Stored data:

- Opening Delimiter -

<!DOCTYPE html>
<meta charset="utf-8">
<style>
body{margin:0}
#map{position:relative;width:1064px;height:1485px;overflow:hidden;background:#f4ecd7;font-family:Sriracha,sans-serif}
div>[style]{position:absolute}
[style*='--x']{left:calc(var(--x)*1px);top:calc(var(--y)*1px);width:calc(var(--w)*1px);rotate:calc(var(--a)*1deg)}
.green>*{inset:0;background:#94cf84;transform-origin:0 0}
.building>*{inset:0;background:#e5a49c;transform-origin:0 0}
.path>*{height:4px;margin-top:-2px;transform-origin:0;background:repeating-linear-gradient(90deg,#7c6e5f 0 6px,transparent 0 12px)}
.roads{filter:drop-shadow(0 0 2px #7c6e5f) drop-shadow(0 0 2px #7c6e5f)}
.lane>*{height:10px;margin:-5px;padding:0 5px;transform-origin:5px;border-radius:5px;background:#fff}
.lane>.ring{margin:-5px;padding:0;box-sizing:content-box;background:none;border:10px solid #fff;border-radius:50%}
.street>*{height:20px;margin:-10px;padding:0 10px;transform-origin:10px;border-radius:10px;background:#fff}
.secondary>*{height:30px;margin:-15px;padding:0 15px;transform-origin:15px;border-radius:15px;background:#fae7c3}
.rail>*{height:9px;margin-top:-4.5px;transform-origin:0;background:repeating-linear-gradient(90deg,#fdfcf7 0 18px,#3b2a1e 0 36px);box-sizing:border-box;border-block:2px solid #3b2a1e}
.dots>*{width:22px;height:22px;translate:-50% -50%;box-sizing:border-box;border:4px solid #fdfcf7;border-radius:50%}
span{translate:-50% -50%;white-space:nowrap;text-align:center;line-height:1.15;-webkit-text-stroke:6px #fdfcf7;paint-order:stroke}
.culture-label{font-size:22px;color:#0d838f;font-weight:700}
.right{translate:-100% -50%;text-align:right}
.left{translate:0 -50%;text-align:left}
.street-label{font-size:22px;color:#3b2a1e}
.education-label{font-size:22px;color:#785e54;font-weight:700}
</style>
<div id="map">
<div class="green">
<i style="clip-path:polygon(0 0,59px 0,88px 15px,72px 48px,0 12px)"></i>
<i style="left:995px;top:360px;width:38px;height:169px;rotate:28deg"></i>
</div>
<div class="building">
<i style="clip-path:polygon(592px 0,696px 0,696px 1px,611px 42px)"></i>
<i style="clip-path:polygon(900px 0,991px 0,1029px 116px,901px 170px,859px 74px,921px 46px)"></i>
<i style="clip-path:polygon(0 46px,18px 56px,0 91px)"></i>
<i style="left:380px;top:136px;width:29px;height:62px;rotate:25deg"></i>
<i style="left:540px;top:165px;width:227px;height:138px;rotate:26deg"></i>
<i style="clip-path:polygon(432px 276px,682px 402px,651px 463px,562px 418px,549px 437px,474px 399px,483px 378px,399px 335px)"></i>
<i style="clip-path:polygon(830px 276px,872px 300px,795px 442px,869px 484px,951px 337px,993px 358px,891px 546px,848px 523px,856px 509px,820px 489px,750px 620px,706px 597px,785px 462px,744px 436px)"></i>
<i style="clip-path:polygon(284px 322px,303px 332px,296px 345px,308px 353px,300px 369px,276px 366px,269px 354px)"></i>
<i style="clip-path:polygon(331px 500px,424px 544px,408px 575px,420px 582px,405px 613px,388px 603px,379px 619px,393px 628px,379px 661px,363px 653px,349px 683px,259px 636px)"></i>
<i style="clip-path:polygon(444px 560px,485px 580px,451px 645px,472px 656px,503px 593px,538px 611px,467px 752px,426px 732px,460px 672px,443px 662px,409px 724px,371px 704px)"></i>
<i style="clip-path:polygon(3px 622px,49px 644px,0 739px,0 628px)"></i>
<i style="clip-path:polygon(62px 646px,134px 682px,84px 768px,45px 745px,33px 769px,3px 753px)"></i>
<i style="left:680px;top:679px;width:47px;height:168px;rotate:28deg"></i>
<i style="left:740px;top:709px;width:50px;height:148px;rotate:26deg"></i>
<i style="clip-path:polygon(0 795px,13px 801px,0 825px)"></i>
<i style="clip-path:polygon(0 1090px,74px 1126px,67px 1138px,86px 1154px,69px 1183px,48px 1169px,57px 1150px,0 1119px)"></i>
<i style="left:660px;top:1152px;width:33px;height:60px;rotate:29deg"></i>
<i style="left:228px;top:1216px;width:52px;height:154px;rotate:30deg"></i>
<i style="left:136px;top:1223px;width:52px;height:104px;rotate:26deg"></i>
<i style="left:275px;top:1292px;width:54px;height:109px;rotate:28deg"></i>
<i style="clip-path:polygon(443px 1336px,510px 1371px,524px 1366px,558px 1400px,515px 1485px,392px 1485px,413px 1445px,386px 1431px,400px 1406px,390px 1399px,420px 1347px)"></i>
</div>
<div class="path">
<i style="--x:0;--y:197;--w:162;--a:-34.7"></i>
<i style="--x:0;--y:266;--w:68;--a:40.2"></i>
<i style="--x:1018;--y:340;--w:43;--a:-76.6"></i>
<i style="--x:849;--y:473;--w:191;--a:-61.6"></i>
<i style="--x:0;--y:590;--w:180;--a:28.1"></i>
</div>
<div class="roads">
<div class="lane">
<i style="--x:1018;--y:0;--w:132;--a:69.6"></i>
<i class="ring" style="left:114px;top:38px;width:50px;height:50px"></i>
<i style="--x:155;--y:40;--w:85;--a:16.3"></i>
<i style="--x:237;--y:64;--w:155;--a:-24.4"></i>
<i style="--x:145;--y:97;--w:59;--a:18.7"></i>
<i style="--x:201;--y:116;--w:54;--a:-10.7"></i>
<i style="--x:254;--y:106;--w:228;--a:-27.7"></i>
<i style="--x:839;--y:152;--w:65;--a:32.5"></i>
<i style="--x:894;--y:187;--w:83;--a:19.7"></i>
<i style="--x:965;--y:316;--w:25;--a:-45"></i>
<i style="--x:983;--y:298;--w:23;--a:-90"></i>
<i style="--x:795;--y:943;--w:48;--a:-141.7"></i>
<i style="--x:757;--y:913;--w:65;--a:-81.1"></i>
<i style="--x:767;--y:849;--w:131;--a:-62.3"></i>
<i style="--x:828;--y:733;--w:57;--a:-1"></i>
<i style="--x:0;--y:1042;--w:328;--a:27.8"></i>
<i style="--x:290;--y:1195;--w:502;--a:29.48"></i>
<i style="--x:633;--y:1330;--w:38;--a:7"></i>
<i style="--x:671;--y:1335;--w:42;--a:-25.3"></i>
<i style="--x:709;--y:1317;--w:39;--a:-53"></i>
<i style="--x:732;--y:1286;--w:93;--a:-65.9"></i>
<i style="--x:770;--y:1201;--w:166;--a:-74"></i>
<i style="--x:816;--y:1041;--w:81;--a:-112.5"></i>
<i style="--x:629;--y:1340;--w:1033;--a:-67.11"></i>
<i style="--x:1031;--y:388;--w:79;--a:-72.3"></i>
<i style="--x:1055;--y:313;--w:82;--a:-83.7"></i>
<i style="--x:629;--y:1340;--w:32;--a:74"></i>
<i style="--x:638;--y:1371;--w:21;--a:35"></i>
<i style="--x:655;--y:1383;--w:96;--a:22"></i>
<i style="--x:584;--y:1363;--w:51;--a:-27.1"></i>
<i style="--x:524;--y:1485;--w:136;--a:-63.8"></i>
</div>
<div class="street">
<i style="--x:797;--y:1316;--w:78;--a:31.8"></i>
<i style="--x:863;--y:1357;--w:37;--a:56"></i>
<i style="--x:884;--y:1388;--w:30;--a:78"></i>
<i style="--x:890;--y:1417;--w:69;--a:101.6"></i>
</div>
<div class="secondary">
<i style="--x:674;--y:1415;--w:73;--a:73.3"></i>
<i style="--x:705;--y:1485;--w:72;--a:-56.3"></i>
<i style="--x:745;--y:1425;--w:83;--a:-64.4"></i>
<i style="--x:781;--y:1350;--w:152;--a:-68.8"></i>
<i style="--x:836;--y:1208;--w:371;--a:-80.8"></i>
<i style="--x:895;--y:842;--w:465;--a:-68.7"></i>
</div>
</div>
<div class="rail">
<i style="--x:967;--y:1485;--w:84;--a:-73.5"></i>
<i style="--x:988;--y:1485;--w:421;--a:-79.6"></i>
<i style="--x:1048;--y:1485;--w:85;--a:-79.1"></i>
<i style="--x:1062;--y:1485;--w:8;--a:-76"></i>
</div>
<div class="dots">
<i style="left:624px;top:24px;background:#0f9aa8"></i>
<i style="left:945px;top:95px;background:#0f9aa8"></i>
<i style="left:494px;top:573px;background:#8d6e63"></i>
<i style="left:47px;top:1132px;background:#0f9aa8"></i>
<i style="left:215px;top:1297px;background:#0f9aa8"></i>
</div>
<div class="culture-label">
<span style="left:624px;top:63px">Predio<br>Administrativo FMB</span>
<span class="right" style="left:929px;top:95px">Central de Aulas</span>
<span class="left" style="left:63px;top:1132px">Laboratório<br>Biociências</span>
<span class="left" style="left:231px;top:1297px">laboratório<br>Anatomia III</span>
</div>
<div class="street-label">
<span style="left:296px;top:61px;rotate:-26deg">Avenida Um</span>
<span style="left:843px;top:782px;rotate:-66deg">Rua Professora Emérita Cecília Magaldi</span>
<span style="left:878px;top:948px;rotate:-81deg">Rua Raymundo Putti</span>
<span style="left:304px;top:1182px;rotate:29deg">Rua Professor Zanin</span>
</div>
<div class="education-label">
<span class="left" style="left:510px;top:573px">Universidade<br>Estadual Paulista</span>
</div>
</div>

- Closing Delimiter -

Assignment: The lines to show are those in the data above that include "position".

Answer section:
#map{position:relative;width:1064px;height:1485px;overflow:hidden;background:#f4ecd7;font-family:Sriracha,sans-serif}
div>[style]{position:absolute}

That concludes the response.